What are skiplists good for?

Posted by mfiguiere 2 days ago

What are skiplists good for?(antithesis.com)

261 points | 63 comments

cremer 15 hours ago|

Redis sorted sets are probably the most widely deployed example. Redis uses a skiplist for range queries and ordered iteration paired with a hash table for O(1) lookups. Together they cover the full API at the right complexity for each operation

Skiplists also win over balanced BSTs when it comes to concurrent access. Lock-free implementations are much simplier to reason about and get right. ConcurrentSkipListMap has been in the standard library since Java 6 for exactly this reason and it holds up well under high contention

antirez 12 hours ago||

Yep, and it was simple in Redis to augment them with the "span" in order to support ranking, that is, given al element, tell me its position in the ordered collection.

nulltrace 1 hour ago|||

Rebalancing is what really kills you. A CAS loop on a flat list is pretty straightforward, you get it working and move on. But rotations? You've got threads mid-insert on nodes you're about to move around. It gets ugly fast. Skiplists just sidestep the whole thing since level assignment is basically a coin flip, nothing you need to keep consistent. Cache locality is worse, sure, but honestly on write-heavy paths I've never seen that be the actual bottleneck.

maerF0x0 6 hours ago|||

A source: https://stackoverflow.com/a/46841708

ignoramous 8 hours ago||

> Skiplists also win over balanced BSTs when it comes to concurrent access.

Balanced Skiplists search better than plain Skiplists which may skew (but balancing itself is expensive). Also, I've have found that finger search (especially with doubly-linked skiplist with million+ entries) instead of always looking for elements from the root/head is an even bigger win.

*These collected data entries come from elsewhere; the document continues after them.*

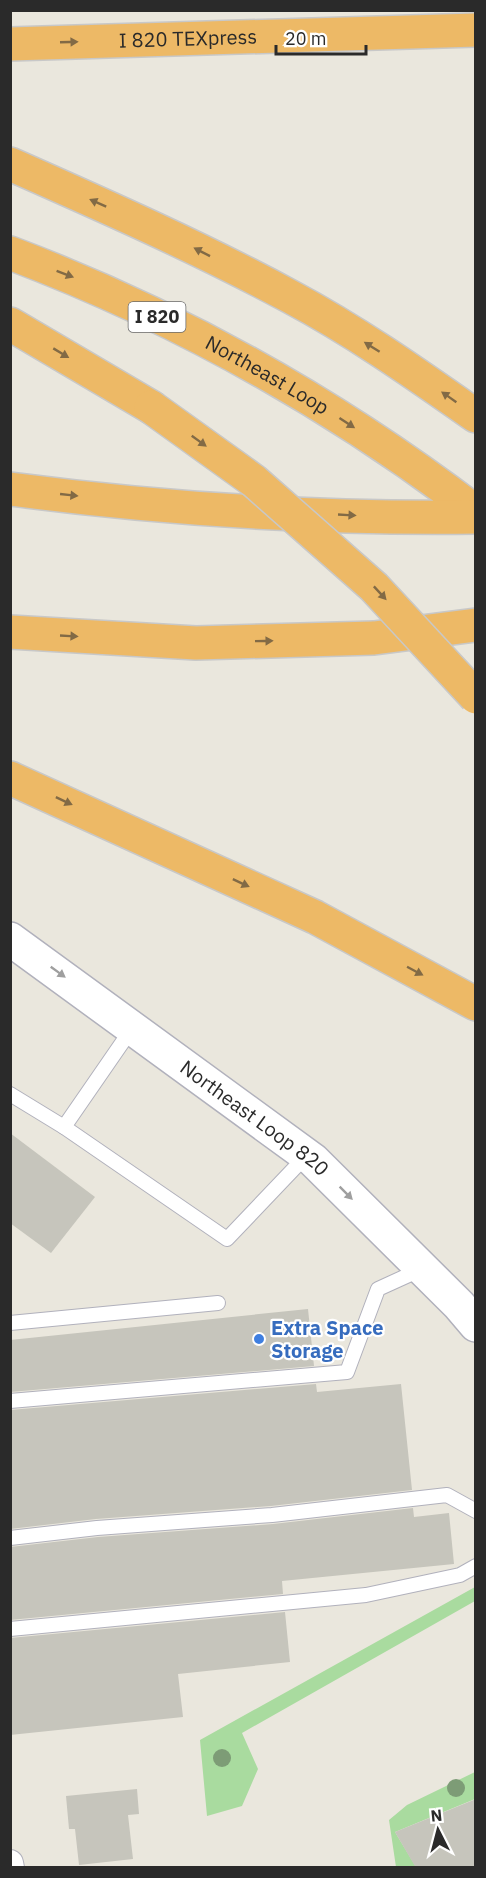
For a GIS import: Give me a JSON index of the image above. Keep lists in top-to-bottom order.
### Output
{
  "streets": {
    "highway": ["I 820 TEXpress", "I 820", "Northeast Loop"],
    "main road": ["Northeast Loop 820"]
  },
  "one_way": ["I 820 TEXpress", "Northeast Loop 820"],
  "places": ["Extra Space Storage"],
  "scale_bar": "20 m",
  "north": "top"
}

> ConcurrentSkipListMap has been in the standard library since Java 6 for exactly this reason and it holds up well under high contention

An amusing observation I lifted from OCaml's implementation (which inturn quotes Donald Knuth): MSBs of PRNG values have more "randomness" than LSBs (randomness affects "balance"): https://github.com/ocaml/ocaml/blob/389121d3/runtime/lf_skip...

---

Some neat refs from our codebase:

- Skip lists: Done right (2016), https://ticki.github.io/blog/skip-lists-done-right / https://archive.is/kwhnG

- An analysis of skip lists, https://eugene-eeo.github.io/blog/skip-lists.html / https://archive.is/ffCDr

- Skip lists, http://web.archive.org/web/20070212103148/http://eternallyco... / https://archive.is/nl3G8

carlsverre 11 hours ago||

(I used to work at SingleStore, and now work at Antithesis)

SingleStore (f.k.a. MemSQL) used lock-free skiplists extensively as the backing storage of their rowstore tables and indexes. Adam Prout (ex CTO) wrote about it here: https://www.singlestore.com/blog/what-is-skiplist-why-skipli...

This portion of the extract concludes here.